CFO Survey Q2 2014 has been saved
CFO Survey Q2 2014
Call for policy change and regulation predictability
Corporates are willing and ready to invest provided the long-term perspective is clear.
Diegem, 17 July 2014 – Deloitte Belgium announces the results of its quarterly CFO Survey, conducted between 2 and 19 June 2014. Belgian CFOs remain optimistic and actual performance and expectations are on the rise. Appetite for risk continues to be high and funding is attractive and available.
However, defensive strategies still take precedence over expansion. Efficiency improvement and cost reduction remain high on the agenda for all companies. CFOs are concerned about policy risk and the long-term success of businesses in Belgium, yet most of them have bullish growth predictions for their own organisations in the short term.
Optimism remains high
Following the optimistic mood of the first quarter of 2014, CFO optimism has stabilised and remains positive. The top line is expected to grow for 70% of respondents and despite modest growth expectations for Belgium as a whole, the CFOs surveyed are bullish with 56% expecting top line growth of more than 2% and 32% even predicting a revenue increase of more than 5%.
At the end of the second quarter, 70% of survey respondents report financial performance is in line with the budget, up from around 50% last year and only 40% in 2012. The percentage of CFOs reporting that second quarter results will outperform the budgets has gone up from 20% in 2012 and in 2013 to 40% today.
“The CFO optimism that has been prevalent for the past four quarters has finally translated into improved financial performance. The vast majority of CFOs expect their top line, margins and profits to grow this year. With over 40% of organisations planning to reduce headcount, average productivity should go up,” said Deloitte Partner Thierry Van Schoubroeck.
Safeguarding competitive position is priority
Appetite for risk marked a sharp increase and reached the high levels recorded in 2010 just before the Eurocrisis escalated. Up from 35% in the first quarter, 42% of the responding CFOs say that now is a good time to take greater risk onto their balance sheet.

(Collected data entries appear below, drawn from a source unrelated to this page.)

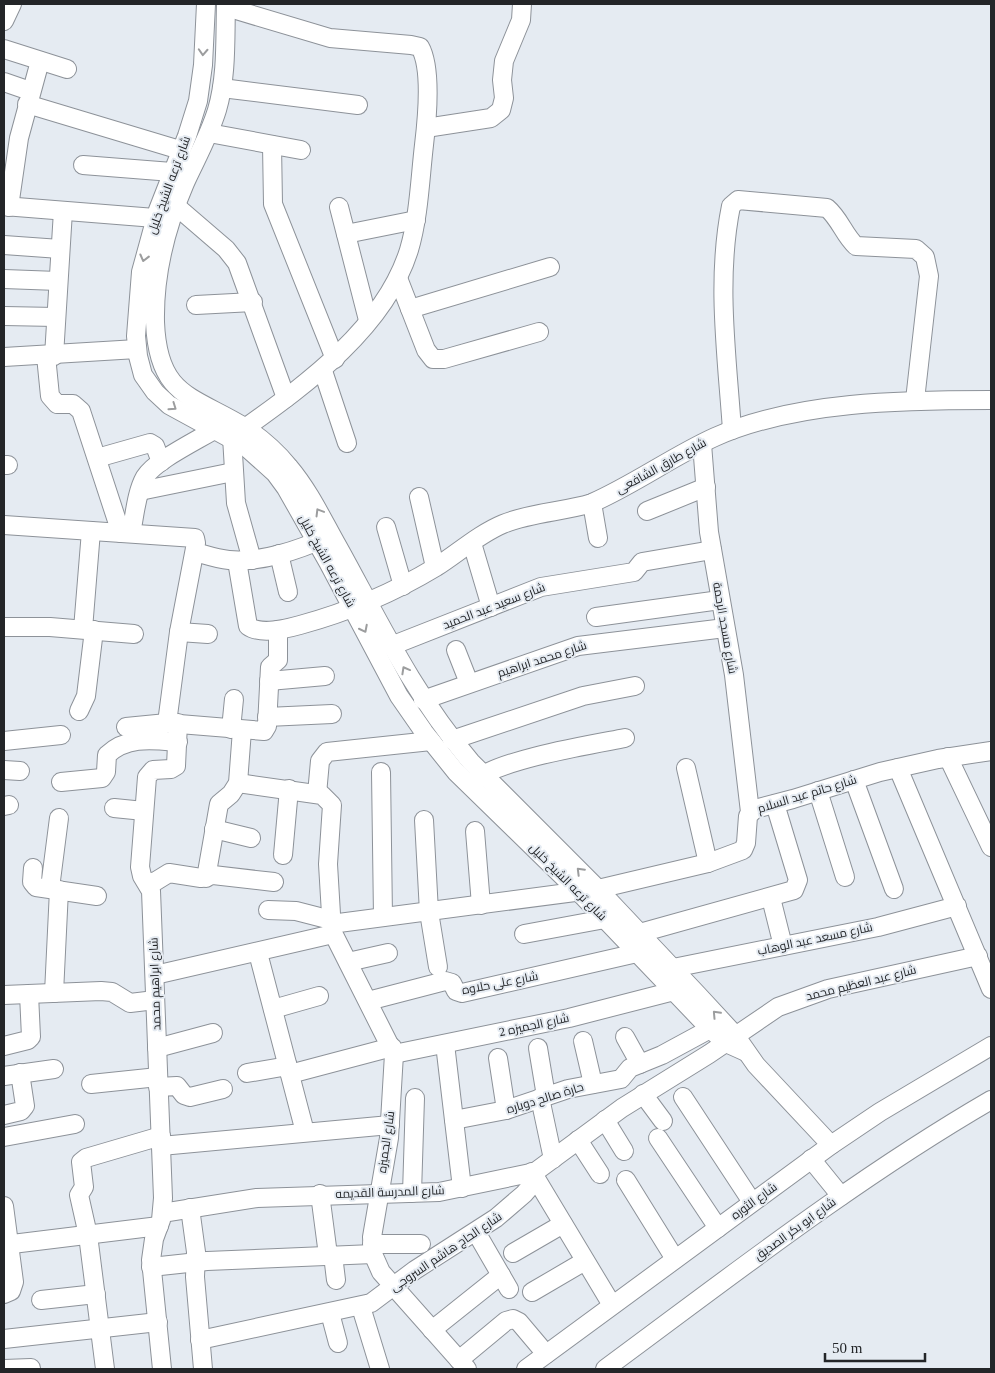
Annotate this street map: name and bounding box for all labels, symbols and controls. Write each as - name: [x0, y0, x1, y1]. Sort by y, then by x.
- one-way arrow: [198, 49, 209, 57]
- street label: شارع ترعه الشيخ خليل: [145, 134, 194, 236]
- one-way arrow: [139, 253, 150, 262]
- one-way arrow: [167, 401, 176, 410]
- street label: شارع طارق الشافعى: [613, 435, 709, 498]
- one-way arrow: [315, 508, 325, 517]
- street label: شارع ترعه الشيخ خليل: [295, 512, 358, 610]
- street label: شارع سعيد عبد الحميد: [441, 580, 548, 633]
- street label: شارع مسجد الرحمة: [709, 581, 740, 675]
- one-way arrow: [358, 624, 368, 633]
- street label: شارع محمد ابراهيم: [496, 638, 589, 681]
- one-way arrow: [401, 666, 411, 675]
- street label: شارع حاتم عبد السلام: [756, 772, 859, 817]
- street label: شارع ترعه الشيخ خليل: [526, 841, 610, 924]
- one-way arrow: [576, 868, 585, 877]
- street label: شارع مسعد عبد الوهاب: [756, 920, 874, 959]
- street label: شارع ابراهيم محمد: [146, 937, 165, 1031]
- street label: شارع عبد العظيم محمد: [804, 962, 918, 1004]
- street label: شارع على حلاوه: [461, 969, 540, 998]
- one-way arrow: [713, 1010, 722, 1019]
- street label: شارع الجميزه 2: [498, 1011, 571, 1040]
- street label: حارة صالح دوباره: [505, 1080, 586, 1117]
- street label: شارع الجميزه: [375, 1110, 398, 1174]
- street label: شارع الثوره: [728, 1180, 780, 1223]
- street label: شارع المدرسة القديمه: [335, 1183, 445, 1202]
- street label: شارع ابو بكر الصديق: [751, 1195, 839, 1264]
- street label: شارع الحاج هاشم السروجى: [388, 1209, 505, 1295]
- scale bar: [825, 1330, 925, 1362]
- text: 50 m: [832, 1340, 863, 1356]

Safeguarding the competitive position of their businesses remains the top priority for the CFOs, both in the short and long term.
CFOs are placing emphasis on expansionary strategies such as increasing capital expenditure and expanding by acquisition. Yet, defensive strategies focusing on efficiency and cost reduction remain the most important priority for half the surveyed organisations.
"Today’s strategic priorities are not very different from those reported one year ago. Despite there now being less concern about the economy and appetite for risk has reached a high, defensive strategies remain more important than expansionary strategies,” observed Thierry Van Schoubroeck.
Long-term perspective worrying
CFOs continue to have low expectations of the Belgian economy, despite being positive about both the top and bottom line prospects for their own organisations. With 90% expecting that Belgian economic growth will not exceed 1% this year, they are significantly less optimistic than The National Bank of Belgium.
CFOs remain dissatisfied with Belgian priorities for financial and economic policy-making. They are most negative about taxation and labour market policies. Policy areas related to urban planning, energy, infrastructure, public expenditure and general levels of regulation for businesses are also considered inappropriate for the long-term success and viability of businesses in Belgium.
“The CFOs top priority for policy makers is the reduction of labour costs, by lowering employer contributions. This direct measure could provide a welcome stimulus for the CFOs who are concerned about their competitive positions in the market and focused on cost reduction.”
Most CFOs do not expect the newly created political situation will result in a marked change in the business environment in Belgium. If a long government formation process and continued political instability ensues, half of the organisations surveyed are expected to be impacted, resulting in reduced consumer demand, lower or delayed capital spending, and reduced foreign investment.
“With positive sentiment increasingly being reflected in the numbers, things are looking up. It remains to be seen how political instability and regulatory concerns will impact the longer term outlook,” commented Thierry Van Schoubroeck.
About the survey
The 2014 second quarter edition of the Deloitte Belgium CFO Survey was conducted between 2 and 19 June 2014. A total of 60 CFOs completed the survey. The participating CFOs are active in variety of industries. 27% of the participating companies have a turnover of over €1 billion, 46% of between €100 million and €1 billion, and 27% of less than €100 million.